- Да что же вы? Да разве же можно? - говорил он, широко улыбаясь, демонстрируя тем самым жалкие остатки зубов, - да как же это я с честных людей деньги буду брать за такой пустяк? Да мне ведь самому выгода: будет с кем поговорить в дороге. А то вон, мохнатые, - при этих словах он махнул в сторону хлева, где содержали скотину, - только бегают резво, а так ведь и не мычат даже. Да что же вы, сынки! Да мне только радость в Заднепригорск завернуть - уж больно места там красивые.
- Но нам, право, неловко вот так навязываться, - пытался неуверенно возразить Цаубер.
- И ни-ни! И никаких больше разговоров о плате. Или уж если вам так хочется, считайте, что вместо платы будете слушать бред старика. У меня ведь за много лет, ой, сколько баек накопилось, а поделиться и не с кем. Так что, вы не думайте, я вас не попутчиками, я вас слушателями беру.
Двинуться пришлось сразу после завтрака, потому что дедушка Ал, так он просил себя называть, и так уже отставал от графика. Щедрая хозяйка постоялого двора снабдила нас провиантом в дорогу и тоже отказалась брать за это дополнительную плату. Мол, это у неё обычное дело. Я ещё раз восхищённо изумился. Чем вам не три звезды и "all inclusive"? Настоящий курорт!
- Не удивляйся, - сказал мне Ракки, - это же глушь, провинция. Жители провинции всегда отличаются от жителей столиц, к какой бы расе они не принадлежали.

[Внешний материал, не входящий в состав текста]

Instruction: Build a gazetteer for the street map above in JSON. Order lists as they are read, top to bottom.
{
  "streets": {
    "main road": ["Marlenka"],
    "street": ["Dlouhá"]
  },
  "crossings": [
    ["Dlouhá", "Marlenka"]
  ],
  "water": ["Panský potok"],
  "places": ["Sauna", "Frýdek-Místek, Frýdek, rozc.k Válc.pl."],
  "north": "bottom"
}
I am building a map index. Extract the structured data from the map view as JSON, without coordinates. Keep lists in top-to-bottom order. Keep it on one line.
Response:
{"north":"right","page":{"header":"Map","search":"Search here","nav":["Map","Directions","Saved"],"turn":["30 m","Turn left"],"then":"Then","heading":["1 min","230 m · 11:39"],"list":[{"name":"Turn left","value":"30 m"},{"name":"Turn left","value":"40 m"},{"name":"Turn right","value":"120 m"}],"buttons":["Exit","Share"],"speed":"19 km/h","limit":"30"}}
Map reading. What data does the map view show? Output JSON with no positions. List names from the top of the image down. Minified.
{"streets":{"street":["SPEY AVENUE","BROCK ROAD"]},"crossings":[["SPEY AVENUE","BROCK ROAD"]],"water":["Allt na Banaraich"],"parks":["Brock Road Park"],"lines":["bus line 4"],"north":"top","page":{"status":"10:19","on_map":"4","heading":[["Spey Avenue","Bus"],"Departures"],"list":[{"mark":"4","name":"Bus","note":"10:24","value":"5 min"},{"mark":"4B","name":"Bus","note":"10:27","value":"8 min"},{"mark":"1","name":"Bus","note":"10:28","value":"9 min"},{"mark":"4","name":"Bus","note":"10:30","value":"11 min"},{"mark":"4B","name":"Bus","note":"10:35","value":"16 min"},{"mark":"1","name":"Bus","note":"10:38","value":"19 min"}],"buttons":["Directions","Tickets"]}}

Путешествовать с дедушкой Алом оказалось гораздо веселее. Его тележка, крытая кожей какого-то животного, и запряжённая тройкой непонятных лохматых существ, была гораздо менее комфортной, чем наш прежний экипаж; но все неудобства вполне компенсировались тем, что он оказался первоклассным рассказчиком. Мы втроём заслушивались его байками, которые были, вполне достойны того, чтобы их опубликовали. Да, и вообще, Альфред Кален, несмотря на свою неказистую внешность, обладал чем- то неуловимым, располагающим к себе с первого взгляда. В нём было какое-то странное очарование. Может быть, тем, что он сам относился к нам, как к старым хорошим друзьям, или даже, как.... к родным. Меня и Ракки он называл не иначе, как "сынки".
Затрудняюсь сказать, сколько ему было лет, но выглядел он старым, как сам мир. Пожалуй, не было ни единого места на его добродушном загорелом лице, которое не пересекалось бы полосой морщин; волос на голове не было - на лысом черепе уже давно рассыпались старческие пятна - зато их с лихвой доставало на лице в виде спутанной клочковатой седой бороды, тянущейся до самого пояса. Своей внешностью он напоминал мне ветхую, старую библиотечную книгу, которую забыли на полке, и она покрылась слоем пыли. Однако держался он бодро, а глаза смотрели на мир с живым блеском и задором. Он рассыпал вокруг себя оптимизм. Его рассказы были полны юмора и самокритики. Стоило ему открыть рот, как сразу же всем присутствующим передавалась частичка его бодрости духа.
Тем не менее, один из его рассказов заставил слёзы навернуться на мои глаза. Рассказ о том, как он потерял свою семью. В том возрасте, когда люди обзаводятся не только внуками, но и правнуками, а может даже и праправнуками, дедушка Ал был совсем одинок. Несчастный случай унёс всех его родных, и с тех пор он так и живёт. Всё время один, всё время в пути. Как оказалось, эта тележка и тройка мохнатых, выносливых ездовых животных и были его домом. Он спал и ел на постоялых дворах. Он продал свой маленький домик, в котором жил когда-то с родными.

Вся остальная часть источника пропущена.